__Dataset extract__:
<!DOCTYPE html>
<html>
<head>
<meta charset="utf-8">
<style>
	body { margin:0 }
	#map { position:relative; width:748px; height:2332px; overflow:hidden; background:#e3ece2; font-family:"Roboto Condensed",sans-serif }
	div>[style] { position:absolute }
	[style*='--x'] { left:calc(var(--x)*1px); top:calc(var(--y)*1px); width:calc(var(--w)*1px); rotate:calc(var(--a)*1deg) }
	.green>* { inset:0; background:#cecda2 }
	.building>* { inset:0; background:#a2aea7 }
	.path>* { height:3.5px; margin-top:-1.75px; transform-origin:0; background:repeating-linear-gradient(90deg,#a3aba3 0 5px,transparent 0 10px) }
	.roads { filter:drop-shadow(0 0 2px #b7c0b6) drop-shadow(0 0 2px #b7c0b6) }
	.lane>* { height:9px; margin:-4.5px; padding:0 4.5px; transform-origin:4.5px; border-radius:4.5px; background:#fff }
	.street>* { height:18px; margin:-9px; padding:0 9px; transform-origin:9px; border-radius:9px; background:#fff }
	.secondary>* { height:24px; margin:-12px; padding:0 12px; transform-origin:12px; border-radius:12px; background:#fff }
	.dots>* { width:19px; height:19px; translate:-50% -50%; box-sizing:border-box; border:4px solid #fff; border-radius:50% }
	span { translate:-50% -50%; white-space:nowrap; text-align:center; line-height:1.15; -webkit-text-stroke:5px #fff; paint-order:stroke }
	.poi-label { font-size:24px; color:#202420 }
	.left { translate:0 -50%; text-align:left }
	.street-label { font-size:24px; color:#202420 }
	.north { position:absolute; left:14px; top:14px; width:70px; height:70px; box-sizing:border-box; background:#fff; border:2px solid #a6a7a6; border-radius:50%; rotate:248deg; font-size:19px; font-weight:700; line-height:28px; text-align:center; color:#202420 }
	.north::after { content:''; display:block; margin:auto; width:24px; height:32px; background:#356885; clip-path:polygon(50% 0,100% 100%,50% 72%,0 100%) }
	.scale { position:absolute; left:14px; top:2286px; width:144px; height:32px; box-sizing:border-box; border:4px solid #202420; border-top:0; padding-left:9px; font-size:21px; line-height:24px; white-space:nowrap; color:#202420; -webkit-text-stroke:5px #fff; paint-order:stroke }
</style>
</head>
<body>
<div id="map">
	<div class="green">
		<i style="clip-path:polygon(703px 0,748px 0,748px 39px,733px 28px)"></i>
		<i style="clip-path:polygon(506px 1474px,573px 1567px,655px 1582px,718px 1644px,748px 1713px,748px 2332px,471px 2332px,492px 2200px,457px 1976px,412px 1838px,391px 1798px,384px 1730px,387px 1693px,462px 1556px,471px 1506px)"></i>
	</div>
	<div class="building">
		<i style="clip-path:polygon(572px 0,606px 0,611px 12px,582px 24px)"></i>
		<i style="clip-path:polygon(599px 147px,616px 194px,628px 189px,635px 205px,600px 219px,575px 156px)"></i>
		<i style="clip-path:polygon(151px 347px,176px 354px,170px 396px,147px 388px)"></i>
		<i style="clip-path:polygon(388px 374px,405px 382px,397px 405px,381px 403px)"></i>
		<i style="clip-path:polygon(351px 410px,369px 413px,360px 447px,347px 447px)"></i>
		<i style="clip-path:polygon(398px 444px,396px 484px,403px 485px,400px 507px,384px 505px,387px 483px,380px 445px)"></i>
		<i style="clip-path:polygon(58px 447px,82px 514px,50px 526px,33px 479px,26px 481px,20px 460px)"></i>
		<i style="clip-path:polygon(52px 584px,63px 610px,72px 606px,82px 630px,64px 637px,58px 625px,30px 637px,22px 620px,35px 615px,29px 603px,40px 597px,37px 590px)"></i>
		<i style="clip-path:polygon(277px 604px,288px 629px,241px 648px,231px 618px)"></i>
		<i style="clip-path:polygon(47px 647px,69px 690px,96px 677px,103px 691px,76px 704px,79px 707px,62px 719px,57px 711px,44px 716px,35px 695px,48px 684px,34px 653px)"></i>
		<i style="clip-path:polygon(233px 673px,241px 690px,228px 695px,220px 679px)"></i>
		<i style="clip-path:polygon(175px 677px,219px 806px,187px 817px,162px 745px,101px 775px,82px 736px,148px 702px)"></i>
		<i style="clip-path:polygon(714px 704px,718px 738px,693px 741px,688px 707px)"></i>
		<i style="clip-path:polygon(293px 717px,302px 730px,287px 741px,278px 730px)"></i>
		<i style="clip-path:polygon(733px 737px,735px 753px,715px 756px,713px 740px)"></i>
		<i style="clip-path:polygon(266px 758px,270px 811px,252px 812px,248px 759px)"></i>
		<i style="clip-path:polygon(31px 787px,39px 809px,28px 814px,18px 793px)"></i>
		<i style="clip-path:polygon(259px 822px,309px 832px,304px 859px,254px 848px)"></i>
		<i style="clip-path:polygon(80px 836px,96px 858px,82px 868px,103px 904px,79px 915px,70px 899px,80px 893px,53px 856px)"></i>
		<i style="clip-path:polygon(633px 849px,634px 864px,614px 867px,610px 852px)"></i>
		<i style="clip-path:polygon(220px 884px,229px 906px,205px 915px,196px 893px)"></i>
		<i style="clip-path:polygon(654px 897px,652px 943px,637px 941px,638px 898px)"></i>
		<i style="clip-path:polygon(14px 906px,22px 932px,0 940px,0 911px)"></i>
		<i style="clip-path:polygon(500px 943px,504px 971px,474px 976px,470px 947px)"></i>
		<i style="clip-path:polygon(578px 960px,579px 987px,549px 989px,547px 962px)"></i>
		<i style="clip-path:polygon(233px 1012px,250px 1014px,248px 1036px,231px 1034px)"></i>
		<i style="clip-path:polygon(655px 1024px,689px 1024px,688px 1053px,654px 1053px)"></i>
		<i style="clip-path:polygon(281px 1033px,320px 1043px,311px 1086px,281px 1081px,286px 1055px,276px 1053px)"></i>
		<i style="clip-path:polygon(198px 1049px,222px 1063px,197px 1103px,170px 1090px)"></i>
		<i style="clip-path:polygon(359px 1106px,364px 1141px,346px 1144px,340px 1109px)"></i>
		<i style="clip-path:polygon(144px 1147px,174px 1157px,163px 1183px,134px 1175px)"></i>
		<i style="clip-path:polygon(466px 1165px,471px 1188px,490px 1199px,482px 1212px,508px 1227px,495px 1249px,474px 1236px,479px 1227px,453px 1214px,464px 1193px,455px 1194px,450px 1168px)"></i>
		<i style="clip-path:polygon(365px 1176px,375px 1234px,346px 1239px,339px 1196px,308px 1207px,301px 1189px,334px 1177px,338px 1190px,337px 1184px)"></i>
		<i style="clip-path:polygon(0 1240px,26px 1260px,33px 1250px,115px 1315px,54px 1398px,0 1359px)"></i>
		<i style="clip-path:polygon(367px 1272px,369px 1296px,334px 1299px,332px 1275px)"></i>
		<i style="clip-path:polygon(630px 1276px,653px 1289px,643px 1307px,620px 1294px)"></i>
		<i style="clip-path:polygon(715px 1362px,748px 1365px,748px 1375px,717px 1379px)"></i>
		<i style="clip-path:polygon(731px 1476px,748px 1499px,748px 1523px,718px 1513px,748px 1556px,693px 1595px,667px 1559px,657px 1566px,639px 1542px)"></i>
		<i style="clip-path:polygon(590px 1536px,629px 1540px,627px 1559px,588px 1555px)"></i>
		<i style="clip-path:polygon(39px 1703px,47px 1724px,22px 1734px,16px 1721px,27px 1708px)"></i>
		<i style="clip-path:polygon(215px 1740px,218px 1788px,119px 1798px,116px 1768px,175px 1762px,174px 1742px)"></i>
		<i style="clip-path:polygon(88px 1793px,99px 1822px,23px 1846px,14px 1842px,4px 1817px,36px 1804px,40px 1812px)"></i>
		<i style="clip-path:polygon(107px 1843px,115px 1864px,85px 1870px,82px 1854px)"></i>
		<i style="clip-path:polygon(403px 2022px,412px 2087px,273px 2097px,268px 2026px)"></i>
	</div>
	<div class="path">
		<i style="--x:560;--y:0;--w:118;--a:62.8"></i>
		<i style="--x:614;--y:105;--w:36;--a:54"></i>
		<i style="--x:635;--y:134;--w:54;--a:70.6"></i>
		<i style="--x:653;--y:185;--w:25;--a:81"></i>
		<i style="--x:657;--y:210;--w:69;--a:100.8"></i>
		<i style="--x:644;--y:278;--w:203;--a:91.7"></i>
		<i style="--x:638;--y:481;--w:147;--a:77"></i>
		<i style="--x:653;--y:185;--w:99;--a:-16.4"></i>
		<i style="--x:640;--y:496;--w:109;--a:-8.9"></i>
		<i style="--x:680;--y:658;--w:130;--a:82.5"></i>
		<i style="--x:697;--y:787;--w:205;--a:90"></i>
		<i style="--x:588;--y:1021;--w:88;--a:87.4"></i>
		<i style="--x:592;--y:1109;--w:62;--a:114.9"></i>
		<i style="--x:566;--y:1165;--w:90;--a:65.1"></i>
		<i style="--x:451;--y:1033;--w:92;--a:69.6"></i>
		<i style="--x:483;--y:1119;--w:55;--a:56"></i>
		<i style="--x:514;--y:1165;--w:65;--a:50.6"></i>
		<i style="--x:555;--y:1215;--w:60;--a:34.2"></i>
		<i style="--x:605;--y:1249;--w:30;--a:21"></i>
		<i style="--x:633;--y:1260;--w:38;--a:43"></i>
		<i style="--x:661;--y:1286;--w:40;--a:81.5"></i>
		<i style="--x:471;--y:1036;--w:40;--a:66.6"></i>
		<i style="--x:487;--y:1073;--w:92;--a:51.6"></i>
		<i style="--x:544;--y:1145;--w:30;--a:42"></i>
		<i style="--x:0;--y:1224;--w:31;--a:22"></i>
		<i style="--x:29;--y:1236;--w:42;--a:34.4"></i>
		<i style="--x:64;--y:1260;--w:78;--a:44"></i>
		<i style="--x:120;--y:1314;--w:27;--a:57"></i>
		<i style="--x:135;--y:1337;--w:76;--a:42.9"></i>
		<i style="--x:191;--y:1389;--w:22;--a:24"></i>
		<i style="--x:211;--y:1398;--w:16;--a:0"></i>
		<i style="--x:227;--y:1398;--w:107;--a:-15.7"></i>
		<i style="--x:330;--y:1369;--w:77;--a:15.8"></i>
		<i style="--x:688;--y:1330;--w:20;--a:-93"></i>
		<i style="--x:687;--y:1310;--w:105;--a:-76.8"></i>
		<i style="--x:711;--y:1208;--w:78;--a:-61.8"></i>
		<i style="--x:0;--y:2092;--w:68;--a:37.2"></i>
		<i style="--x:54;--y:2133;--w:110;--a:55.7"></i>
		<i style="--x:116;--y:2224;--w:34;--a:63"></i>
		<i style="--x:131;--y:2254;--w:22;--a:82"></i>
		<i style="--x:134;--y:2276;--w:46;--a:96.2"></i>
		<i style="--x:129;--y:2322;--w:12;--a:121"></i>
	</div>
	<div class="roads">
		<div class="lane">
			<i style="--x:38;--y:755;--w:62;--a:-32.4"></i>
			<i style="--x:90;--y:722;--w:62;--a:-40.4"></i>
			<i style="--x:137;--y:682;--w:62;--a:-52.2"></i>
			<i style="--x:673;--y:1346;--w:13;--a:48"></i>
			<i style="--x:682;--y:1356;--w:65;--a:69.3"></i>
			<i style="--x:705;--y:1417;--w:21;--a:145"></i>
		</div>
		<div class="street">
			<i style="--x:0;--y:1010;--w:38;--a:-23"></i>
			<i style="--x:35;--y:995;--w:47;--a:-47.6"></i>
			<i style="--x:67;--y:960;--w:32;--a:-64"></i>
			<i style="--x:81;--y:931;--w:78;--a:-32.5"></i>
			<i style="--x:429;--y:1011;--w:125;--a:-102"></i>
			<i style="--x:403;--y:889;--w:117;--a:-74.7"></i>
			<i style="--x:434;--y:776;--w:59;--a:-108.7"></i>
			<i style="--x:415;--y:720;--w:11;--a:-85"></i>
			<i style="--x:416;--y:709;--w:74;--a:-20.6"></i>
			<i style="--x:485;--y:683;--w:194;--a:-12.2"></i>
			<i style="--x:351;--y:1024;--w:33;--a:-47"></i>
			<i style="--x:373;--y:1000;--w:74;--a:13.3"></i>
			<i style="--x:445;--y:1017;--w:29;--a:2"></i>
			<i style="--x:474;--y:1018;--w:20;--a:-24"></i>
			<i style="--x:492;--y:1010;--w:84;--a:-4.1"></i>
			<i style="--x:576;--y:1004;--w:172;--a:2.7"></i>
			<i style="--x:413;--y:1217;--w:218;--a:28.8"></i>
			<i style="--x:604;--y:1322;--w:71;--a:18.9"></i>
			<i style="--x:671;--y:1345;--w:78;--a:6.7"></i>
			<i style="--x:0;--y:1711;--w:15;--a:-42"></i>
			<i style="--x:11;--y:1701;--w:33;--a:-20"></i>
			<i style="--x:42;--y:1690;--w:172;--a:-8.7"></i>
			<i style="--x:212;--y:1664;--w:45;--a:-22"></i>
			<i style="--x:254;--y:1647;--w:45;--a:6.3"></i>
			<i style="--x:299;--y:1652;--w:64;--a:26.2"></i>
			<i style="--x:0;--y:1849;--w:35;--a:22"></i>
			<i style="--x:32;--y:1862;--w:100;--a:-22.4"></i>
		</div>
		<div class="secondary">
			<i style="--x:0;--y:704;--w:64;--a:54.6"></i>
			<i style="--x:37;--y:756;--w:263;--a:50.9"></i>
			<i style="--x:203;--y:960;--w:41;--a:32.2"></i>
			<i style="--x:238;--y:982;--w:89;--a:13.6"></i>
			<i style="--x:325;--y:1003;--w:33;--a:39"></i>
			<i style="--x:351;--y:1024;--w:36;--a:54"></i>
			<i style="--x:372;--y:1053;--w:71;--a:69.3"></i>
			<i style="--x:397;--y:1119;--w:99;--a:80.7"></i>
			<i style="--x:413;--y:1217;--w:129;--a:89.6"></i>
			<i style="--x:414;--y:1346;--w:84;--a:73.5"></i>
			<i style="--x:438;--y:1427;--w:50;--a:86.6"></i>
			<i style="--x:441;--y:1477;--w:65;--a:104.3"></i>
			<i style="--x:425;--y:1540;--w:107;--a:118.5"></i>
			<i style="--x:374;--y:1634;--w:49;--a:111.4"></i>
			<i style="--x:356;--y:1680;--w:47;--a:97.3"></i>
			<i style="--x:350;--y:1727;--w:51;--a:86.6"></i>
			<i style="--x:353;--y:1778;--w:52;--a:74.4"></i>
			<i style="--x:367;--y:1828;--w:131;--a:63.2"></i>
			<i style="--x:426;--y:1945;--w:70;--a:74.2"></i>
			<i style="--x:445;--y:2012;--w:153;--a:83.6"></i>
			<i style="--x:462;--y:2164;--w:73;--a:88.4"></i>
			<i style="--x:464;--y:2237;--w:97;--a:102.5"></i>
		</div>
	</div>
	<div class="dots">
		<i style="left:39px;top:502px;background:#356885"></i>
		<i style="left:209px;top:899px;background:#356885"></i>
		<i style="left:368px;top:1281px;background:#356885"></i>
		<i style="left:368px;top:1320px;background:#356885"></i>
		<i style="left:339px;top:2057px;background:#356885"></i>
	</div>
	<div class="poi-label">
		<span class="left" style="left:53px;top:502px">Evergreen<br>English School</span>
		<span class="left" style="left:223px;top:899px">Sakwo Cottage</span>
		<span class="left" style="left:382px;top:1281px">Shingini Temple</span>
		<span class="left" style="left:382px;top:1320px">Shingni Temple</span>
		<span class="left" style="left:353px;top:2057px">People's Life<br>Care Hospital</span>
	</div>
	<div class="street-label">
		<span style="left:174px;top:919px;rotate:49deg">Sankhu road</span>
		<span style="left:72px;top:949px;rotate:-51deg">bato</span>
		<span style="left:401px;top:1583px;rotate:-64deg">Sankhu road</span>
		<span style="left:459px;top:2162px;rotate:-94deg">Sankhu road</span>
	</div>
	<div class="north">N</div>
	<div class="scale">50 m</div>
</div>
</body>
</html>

__Exercise goal__:
Your answer should be a number alone, please: the count of lines in the listing where the word "lane" appears.

__Solution for this exercise__:
2